At first, Easy Company did not have much confidence in the truce, and they continued to strengthen their defenses, but Musa Qala remained peaceful, allowing the inhabitants to return to their normal activities. A 14-point plan drawn up by Governor Daoud for handing over Musa Qala to the elders was gradually implemented. According to this plan, the flag of Afghanistan would continue to fly over the district centre, while the elders would select 60 members of their families to form a local police force, and they would permit reconstruction and development projects to continue.

The extraction of Easy company from Musa Qala took place on October 13, by which time the Helmand Task Force had been taken over by 3 Commando Brigade, and Ed Butler had been replaced by Brigadier Jerry Thomas. Ensuring the safety of the withdrawal became the first large-scale offensive operation for the newly-arrived commandos, codenamed Operation Omer. By arrangement with the elders, Easy Company were to be evacuated in Afghan "jingly" lorries, for which the elders had promised to guarantee safe passage, with an elder climbing onto each lorry. The operation went smoothly without a shot being fired, and the convoy was able to rendez-vous safely with the men of 42 Commando in the desert. The elders held a last shura with Major Jowett and Colonel Matt Holmes, the commanding officer of 42 Commando, who thanked them for their collaboration, and the permanent ISAF presence in Musa Qala came to an end.

==Reactions and aftermath==
The ceasefire agreement drew significant criticism, not only in Afghanistan, but also among the ISAF leadership, where it was sometimes viewed as a major concession to the insurgency. Sayed Mustafa Kazemi, a member of the Afghan parliament and former member of the Afghan Northern Alliance that had fought the Taliban in the 1990s, called the plan a "model for the destruction of the country". Noorulhaq Olemi, another member of parliament, criticized the accord for weakening the central government and empowering traditional tribal leadership, thereby limiting the influence of democratic institutions in Afghanistan. American officials believed that the Taliban would capture Musa Qala as soon as coalition forces withdrew, and favoured a more aggressive approach to engaging with the insurgents. General Dan K. McNeill, who succeeded Richards as commander of the ISAF, voiced opposition to the deal. Conversely, the British presented the deal as a model of an "Afghan solution", and US criticism led to a strain in the relations between the two allies, that reached an all-time low over the issue. Many Afghan officials, like President Karzai himself, took a more guarded view, and supported the agreement while waiting to see if it would succeed.

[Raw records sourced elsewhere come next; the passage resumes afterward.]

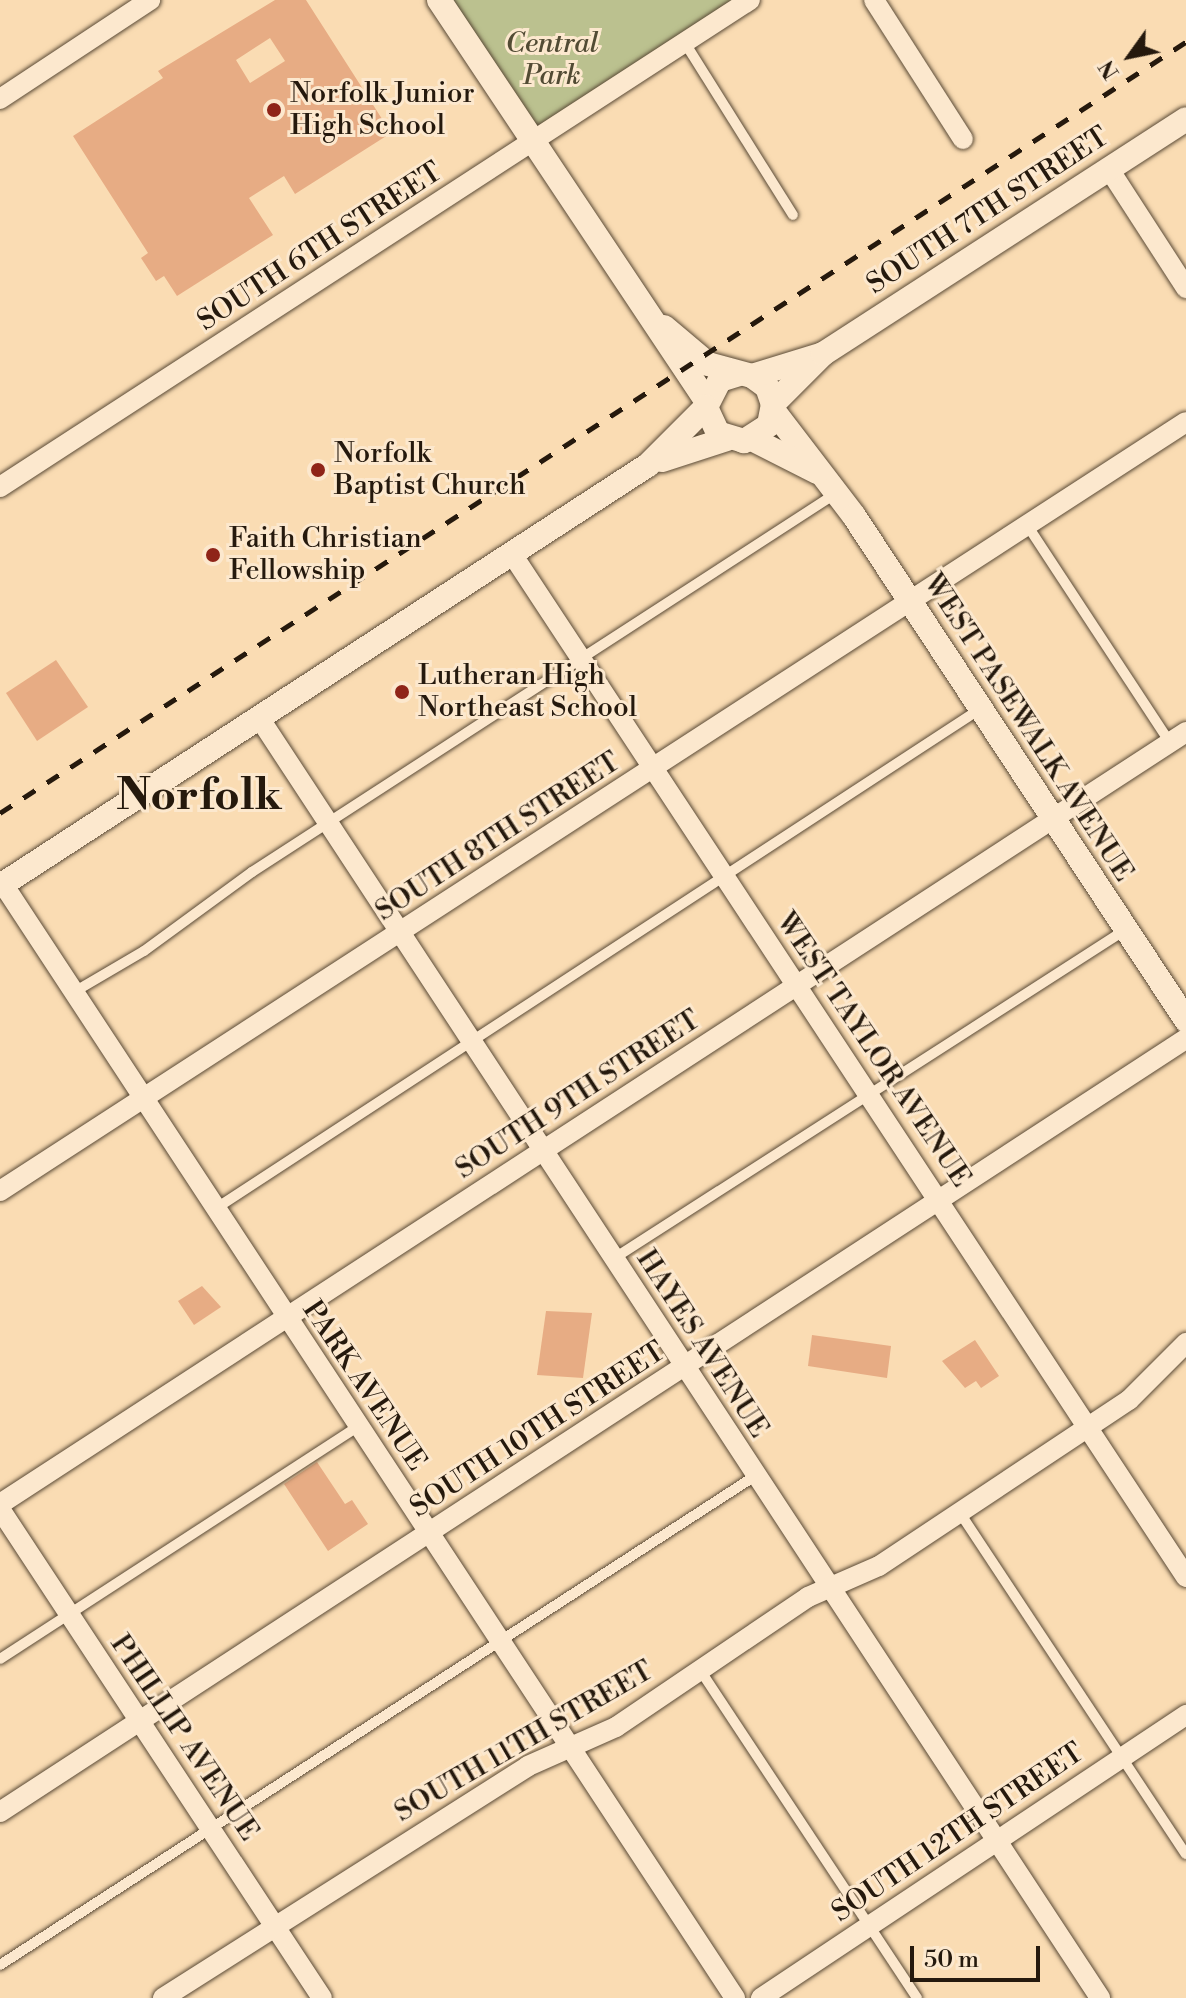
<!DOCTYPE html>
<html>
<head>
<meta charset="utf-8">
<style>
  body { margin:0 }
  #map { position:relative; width:1186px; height:1998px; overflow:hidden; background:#fadcb3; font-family:"Libre Bodoni",serif }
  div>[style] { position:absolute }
  .green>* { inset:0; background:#bbc18f }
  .building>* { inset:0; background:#e7ac84 }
  .roads { filter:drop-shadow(0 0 2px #5a4a36) drop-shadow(0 0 2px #5a4a36) }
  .service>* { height:10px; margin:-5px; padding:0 5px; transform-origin:5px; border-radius:5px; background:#fce8ce }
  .minor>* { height:20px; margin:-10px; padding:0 10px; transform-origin:10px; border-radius:10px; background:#fce8ce }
  .tertiary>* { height:24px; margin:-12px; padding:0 12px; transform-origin:12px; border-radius:12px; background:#fce8ce }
  .rail>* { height:5px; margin-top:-2.5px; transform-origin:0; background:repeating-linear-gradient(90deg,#25190d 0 14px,transparent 0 28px) }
  .dots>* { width:22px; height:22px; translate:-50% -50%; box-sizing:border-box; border:4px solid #fce8ce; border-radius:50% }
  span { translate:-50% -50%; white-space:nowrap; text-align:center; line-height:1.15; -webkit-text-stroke:6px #fce8ce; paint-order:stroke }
  .park-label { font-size:28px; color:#524b34; font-style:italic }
  .poi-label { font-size:28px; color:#25190d }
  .left { translate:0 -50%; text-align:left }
  .street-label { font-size:28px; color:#25190d }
  .town-label { font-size:44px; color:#25190d; font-weight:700 }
  .north { position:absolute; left:1090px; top:16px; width:80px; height:80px; -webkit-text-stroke:6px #fce8ce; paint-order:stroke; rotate:237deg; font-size:22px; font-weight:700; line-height:32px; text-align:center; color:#25190d }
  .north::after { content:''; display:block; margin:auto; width:28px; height:36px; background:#25190d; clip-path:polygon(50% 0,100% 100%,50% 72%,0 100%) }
  .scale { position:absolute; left:910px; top:1946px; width:130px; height:36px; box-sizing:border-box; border:4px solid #25190d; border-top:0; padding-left:10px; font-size:24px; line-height:28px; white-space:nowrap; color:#25190d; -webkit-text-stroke:6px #fce8ce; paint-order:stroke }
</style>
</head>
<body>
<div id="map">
  <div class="green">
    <i style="clip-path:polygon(439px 0,750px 0,535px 141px)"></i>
  </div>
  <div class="building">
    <i style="clip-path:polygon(evenodd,275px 0,306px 0,391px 133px,295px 194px,284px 176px,249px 198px,273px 235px,177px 296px,164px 276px,156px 281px,141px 258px,148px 253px,73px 136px,163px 78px,158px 71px,275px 0,270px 38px,285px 61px,250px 83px,236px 60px,270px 38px)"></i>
    <i style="clip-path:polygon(56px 660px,88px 707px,37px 741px,6px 693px)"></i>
    <i style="clip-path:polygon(202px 1286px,221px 1307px,194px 1325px,178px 1301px)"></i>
    <i style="clip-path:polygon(546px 1311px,592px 1313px,583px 1378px,537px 1375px)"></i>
    <i style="clip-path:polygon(812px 1335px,891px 1346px,887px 1378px,808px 1366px)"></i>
    <i style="clip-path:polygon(975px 1340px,999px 1376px,981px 1388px,976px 1381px,965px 1388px,942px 1361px)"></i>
    <i style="clip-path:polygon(317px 1462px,345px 1504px,352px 1500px,368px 1524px,328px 1551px,284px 1484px)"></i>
  </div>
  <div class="roads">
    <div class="service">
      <i style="left:685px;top:43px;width:203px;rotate:57.9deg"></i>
      <i style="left:1027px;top:525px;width:261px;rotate:56.7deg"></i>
      <i style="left:74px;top:992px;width:81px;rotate:-30.4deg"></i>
      <i style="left:144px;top:951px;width:134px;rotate:-36.2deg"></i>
      <i style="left:252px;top:872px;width:695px;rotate:-32.96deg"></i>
      <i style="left:215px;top:1209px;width:914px;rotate:-33.17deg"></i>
      <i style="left:613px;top:1259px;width:609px;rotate:-32.72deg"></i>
      <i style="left:960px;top:1513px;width:409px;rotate:56.5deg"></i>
      <i style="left:0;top:1659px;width:426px;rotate:-33deg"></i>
      <i style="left:700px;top:1670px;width:393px;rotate:56.5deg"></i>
      <i style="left:0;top:1965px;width:900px;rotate:-32.93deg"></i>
    </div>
    <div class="minor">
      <i style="left:874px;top:0;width:165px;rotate:57.4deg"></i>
      <i style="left:0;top:99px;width:180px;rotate:-33.4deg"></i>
      <i style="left:1109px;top:169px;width:142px;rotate:57.1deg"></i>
      <i style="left:0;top:487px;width:894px;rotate:-33deg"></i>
      <i style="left:512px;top:554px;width:1225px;rotate:56.62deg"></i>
      <i style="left:260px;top:719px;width:1530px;rotate:56.7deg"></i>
      <i style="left:3px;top:884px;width:1333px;rotate:56.69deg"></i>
      <i style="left:0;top:1191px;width:1413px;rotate:-32.96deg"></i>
      <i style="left:0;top:1504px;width:1415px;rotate:-33.06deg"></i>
      <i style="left:0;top:1509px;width:585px;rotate:56.64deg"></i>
      <i style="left:0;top:1812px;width:1416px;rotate:-33.1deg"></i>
      <i style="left:163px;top:1998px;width:432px;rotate:-32.4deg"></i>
      <i style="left:528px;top:1766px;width:96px;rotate:-23.9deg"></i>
      <i style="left:616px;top:1727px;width:232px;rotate:-34.1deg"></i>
      <i style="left:808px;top:1597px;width:77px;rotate:-23.6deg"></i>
      <i style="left:879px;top:1566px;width:300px;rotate:-33.6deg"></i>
      <i style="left:1129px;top:1400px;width:81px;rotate:-45deg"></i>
      <i style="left:761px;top:1998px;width:511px;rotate:-33.66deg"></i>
    </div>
    <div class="tertiary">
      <i style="left:439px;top:0;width:482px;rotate:56.3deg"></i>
      <i style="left:664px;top:327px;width:57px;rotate:40.1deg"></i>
      <i style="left:708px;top:364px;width:46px;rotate:15.3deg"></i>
      <i style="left:752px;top:376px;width:19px;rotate:36deg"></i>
      <i style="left:767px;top:387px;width:18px;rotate:71deg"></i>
      <i style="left:773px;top:404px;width:21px;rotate:101deg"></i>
      <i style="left:769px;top:425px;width:30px;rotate:147deg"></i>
      <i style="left:744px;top:441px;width:27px;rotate:-163deg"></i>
      <i style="left:718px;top:433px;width:29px;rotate:-115deg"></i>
      <i style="left:706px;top:407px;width:30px;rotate:-63deg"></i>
      <i style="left:720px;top:380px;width:21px;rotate:-17deg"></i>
      <i style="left:752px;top:376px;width:74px;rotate:-17.2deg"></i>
      <i style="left:773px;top:404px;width:71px;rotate:-45deg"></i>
      <i style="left:823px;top:354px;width:432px;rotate:-32.9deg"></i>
      <i style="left:773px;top:410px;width:133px;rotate:52.6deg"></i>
      <i style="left:854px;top:516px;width:604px;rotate:56.63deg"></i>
      <i style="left:752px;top:439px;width:73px;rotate:26.9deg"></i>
      <i style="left:662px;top:460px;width:68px;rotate:-17.9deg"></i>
      <i style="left:0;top:886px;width:773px;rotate:-33.01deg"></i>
      <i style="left:648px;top:465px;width:82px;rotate:-45deg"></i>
    </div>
  </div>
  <div class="rail">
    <i style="left:0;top:813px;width:1415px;rotate:-33.03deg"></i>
  </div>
  <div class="dots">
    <i style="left:274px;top:110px;background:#8f2418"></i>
    <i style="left:318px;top:470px;background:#8f2418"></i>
    <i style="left:213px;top:555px;background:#8f2418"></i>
    <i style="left:402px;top:692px;background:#8f2418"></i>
  </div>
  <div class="park-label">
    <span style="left:552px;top:60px">Central<br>Park</span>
  </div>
  <div class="poi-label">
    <span class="left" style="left:290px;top:110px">Norfolk Junior<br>High School</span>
    <span class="left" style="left:334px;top:470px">Norfolk<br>Baptist Church</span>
    <span class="left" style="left:229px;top:555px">Faith Christian<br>Fellowship</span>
    <span class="left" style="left:418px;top:692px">Lutheran High<br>Northeast School</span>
  </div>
  <div class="street-label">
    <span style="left:988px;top:211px;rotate:-33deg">SOUTH 7TH STREET</span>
    <span style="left:320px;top:247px;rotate:-33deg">SOUTH 6TH STREET</span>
    <span style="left:1028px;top:728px;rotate:57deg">WEST PASEWALK AVENUE</span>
    <span style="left:498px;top:837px;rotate:-33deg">SOUTH 8TH STREET</span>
    <span style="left:873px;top:1050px;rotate:56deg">WEST TAYLOR AVENUE</span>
    <span style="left:578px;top:1095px;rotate:-33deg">SOUTH 9TH STREET</span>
    <span style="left:702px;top:1344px;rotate:57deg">HAYES AVENUE</span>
    <span style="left:364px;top:1386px;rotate:56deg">PARK AVENUE</span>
    <span style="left:538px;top:1430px;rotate:-33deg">SOUTH 10TH STREET</span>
    <span style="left:184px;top:1738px;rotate:56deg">PHILLIP AVENUE</span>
    <span style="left:524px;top:1742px;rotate:-30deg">SOUTH 11TH STREET</span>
    <span style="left:958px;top:1833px;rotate:-34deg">SOUTH 12TH STREET</span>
  </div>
  <div class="town-label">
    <span style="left:199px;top:796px">Norfolk</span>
  </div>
  <div class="north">N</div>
  <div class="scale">50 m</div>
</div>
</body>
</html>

The volatile situation of Helmand province, compounding foreign intervention, drug trafficking and tribal rivalries, eventually caused the fragile truce to unravel. The British did not retreat very far from Musa Qala, and continued to patrol around the town, regularly clashing with insurgent groups. In early 2007, the elders expelled Mullah Abdul Ghafour from the town. Later on, a coalition airstrike targeted Mullah Ghafour, killing his brother and 20 followers. Suspecting the elders had taken part in the attack, and determined to exact revenge, Mullah Ghafour led a group of 200–300 militants who stormed into the town on February 2. They disarmed the police, razed the government buildings to the ground and executed Hajji Shah Agha, the leader of the elders who had negotiated the truce with the coalition. On February 4, a coalition airstrike killed Mullah Ghafour and on February 14, another strike killed Mullah Manan, but the Taliban retained control of Musa Qala. They imposed their rule on the town, restricting women's movements, levying taxes and imposing conscription, while using Musa Qala as a base for operations in neighbouring districts. Beginning on December 7, 2007, the coalition launched an offensive, driving the insurgents from the area.